Siyasi iktidarların yönetimindeki devlet icraatları ile devlet istihbaratının randımanı arasında çok kere gözden kaçan önemli bir nokta olduğunu anlatan Kalafat, “Etnik terör karargâhının Türkiye dışında oluşu ve bölgenin emperyalizmin koruması altında bulunuşu, terör karşıtı mücadeleden beklenilen sonucun alınamayışının mazereti olamaz. Etnik terör, Türkiye’de sosyal tabanı olmayan bölgelerde de, sonu alınamayan eylemlerini yaptırım vasıtası olarak kullanabilmektedir. Etnik terör bir kimliğin inşası, tescili ve resmiyet kazanması için mücadele verirken aynı zamanda, adına mücadele verdiği kesimin kültürünü oluşturmaktadır.”

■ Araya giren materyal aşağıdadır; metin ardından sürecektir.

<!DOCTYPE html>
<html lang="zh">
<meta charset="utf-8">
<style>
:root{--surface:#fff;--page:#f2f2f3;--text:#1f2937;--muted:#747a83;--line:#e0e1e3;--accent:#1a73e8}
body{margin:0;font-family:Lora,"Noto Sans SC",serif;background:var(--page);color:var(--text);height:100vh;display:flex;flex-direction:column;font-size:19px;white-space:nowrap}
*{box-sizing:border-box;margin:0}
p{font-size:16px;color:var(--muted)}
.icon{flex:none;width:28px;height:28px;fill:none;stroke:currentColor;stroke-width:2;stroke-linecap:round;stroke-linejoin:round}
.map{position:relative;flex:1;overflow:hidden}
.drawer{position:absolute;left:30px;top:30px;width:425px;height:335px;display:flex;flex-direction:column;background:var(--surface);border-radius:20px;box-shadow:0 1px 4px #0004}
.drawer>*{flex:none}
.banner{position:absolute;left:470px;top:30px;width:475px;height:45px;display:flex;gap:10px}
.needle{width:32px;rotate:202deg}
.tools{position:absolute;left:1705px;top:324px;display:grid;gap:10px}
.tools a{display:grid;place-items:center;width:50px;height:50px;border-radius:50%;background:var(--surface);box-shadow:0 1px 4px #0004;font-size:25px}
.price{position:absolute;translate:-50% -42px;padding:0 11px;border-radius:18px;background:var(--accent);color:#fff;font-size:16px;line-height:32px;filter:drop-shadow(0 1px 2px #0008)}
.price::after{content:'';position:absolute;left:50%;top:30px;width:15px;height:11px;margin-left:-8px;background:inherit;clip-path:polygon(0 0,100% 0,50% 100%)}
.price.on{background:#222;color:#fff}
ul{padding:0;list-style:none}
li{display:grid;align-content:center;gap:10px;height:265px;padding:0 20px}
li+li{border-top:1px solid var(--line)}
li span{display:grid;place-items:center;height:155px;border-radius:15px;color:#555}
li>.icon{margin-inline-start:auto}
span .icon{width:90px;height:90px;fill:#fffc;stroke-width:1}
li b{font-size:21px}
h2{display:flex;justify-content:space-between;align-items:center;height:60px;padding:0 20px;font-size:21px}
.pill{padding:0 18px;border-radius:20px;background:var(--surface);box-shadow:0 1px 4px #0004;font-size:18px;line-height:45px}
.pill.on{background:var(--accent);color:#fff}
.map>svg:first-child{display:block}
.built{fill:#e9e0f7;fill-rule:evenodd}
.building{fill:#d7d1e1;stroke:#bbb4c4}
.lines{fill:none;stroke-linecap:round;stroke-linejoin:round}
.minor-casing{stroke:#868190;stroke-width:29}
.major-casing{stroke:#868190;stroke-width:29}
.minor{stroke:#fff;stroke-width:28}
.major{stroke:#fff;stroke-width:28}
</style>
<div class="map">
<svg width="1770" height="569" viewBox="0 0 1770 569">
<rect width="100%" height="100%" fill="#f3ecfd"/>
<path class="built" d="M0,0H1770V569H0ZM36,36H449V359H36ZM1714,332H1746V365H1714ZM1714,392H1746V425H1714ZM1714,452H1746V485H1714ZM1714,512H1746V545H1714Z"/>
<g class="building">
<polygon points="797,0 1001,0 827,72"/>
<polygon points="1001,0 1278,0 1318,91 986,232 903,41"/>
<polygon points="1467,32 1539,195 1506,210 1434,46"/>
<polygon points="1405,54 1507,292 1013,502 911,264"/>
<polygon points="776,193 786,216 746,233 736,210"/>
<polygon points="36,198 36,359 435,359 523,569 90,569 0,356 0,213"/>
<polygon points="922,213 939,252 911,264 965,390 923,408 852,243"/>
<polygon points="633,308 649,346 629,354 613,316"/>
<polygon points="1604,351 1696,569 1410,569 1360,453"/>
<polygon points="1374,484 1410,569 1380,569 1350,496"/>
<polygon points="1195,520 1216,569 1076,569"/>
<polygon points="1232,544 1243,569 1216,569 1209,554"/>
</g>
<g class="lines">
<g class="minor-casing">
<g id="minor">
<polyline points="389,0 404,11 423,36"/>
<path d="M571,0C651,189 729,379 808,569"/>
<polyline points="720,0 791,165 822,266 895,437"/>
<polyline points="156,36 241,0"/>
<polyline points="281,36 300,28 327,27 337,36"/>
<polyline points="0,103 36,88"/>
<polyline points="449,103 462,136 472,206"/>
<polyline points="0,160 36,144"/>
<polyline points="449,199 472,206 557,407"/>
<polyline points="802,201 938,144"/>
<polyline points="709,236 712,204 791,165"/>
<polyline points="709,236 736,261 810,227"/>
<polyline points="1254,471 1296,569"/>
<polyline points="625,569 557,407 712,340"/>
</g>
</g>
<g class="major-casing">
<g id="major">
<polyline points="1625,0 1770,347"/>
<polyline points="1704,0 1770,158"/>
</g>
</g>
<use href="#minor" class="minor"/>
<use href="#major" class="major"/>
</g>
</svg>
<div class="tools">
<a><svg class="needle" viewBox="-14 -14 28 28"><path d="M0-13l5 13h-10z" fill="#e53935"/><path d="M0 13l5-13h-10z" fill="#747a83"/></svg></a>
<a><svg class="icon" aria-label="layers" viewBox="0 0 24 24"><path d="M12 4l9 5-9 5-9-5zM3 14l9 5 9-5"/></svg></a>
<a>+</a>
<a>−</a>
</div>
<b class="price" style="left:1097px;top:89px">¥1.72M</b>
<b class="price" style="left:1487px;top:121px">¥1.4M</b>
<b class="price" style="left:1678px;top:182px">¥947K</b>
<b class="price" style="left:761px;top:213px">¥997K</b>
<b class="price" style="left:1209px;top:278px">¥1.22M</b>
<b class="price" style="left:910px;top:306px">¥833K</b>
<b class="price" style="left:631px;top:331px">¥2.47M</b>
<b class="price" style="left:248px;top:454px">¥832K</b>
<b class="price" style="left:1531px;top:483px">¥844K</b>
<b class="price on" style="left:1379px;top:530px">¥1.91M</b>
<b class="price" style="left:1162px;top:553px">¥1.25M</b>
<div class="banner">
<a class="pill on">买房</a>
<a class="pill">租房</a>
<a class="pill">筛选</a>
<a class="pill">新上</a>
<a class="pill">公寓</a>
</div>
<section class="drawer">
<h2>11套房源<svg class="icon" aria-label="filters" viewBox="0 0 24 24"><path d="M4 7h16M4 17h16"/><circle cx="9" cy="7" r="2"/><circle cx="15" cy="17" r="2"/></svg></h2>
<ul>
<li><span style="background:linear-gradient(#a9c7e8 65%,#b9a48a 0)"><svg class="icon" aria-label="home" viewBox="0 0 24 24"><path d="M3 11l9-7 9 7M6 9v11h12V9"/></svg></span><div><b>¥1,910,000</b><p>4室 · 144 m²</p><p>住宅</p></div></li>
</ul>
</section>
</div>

Kültür emperyalizminin aşmakta zorluk çektiği en büyük engelin, birlikte yaşayan halkların tarih boyunca geliştirdiği ortak halk kültürleri olduğunu anlatan Kalafat, “Teşkilatı Mahsusa kadroları nihai tahlilde bu teşhisi koymuş, halkın güzide tarafından daha yakından tanınıp, halklar arası kültürel farklılığın inkâra sapmadan asgariye indirilmesini sağlamayı hedeflemiştir. Tarama ve Derleme sözlükleri bir noktada ortak Anadolu Türkçesi’nin oluşturulması amaçlıdır. Bu dönemde Türkoloji’nin farklı dalları gibi Türk Halkbiliminin de farklı alan ve dalları değerlendiriliyordu. Bu istikamette bazı iniş çıkışlara, zaman zaman yaşanan duraklamalara rağmen küçümsenemeyecek mesafeler alınmış ve fakat gelişmenin seyrini hasım espiyonaj güçleri, milli kadroların istihbaratından evvel operasyonlarına yansıtabilmiştir” diye konuştu.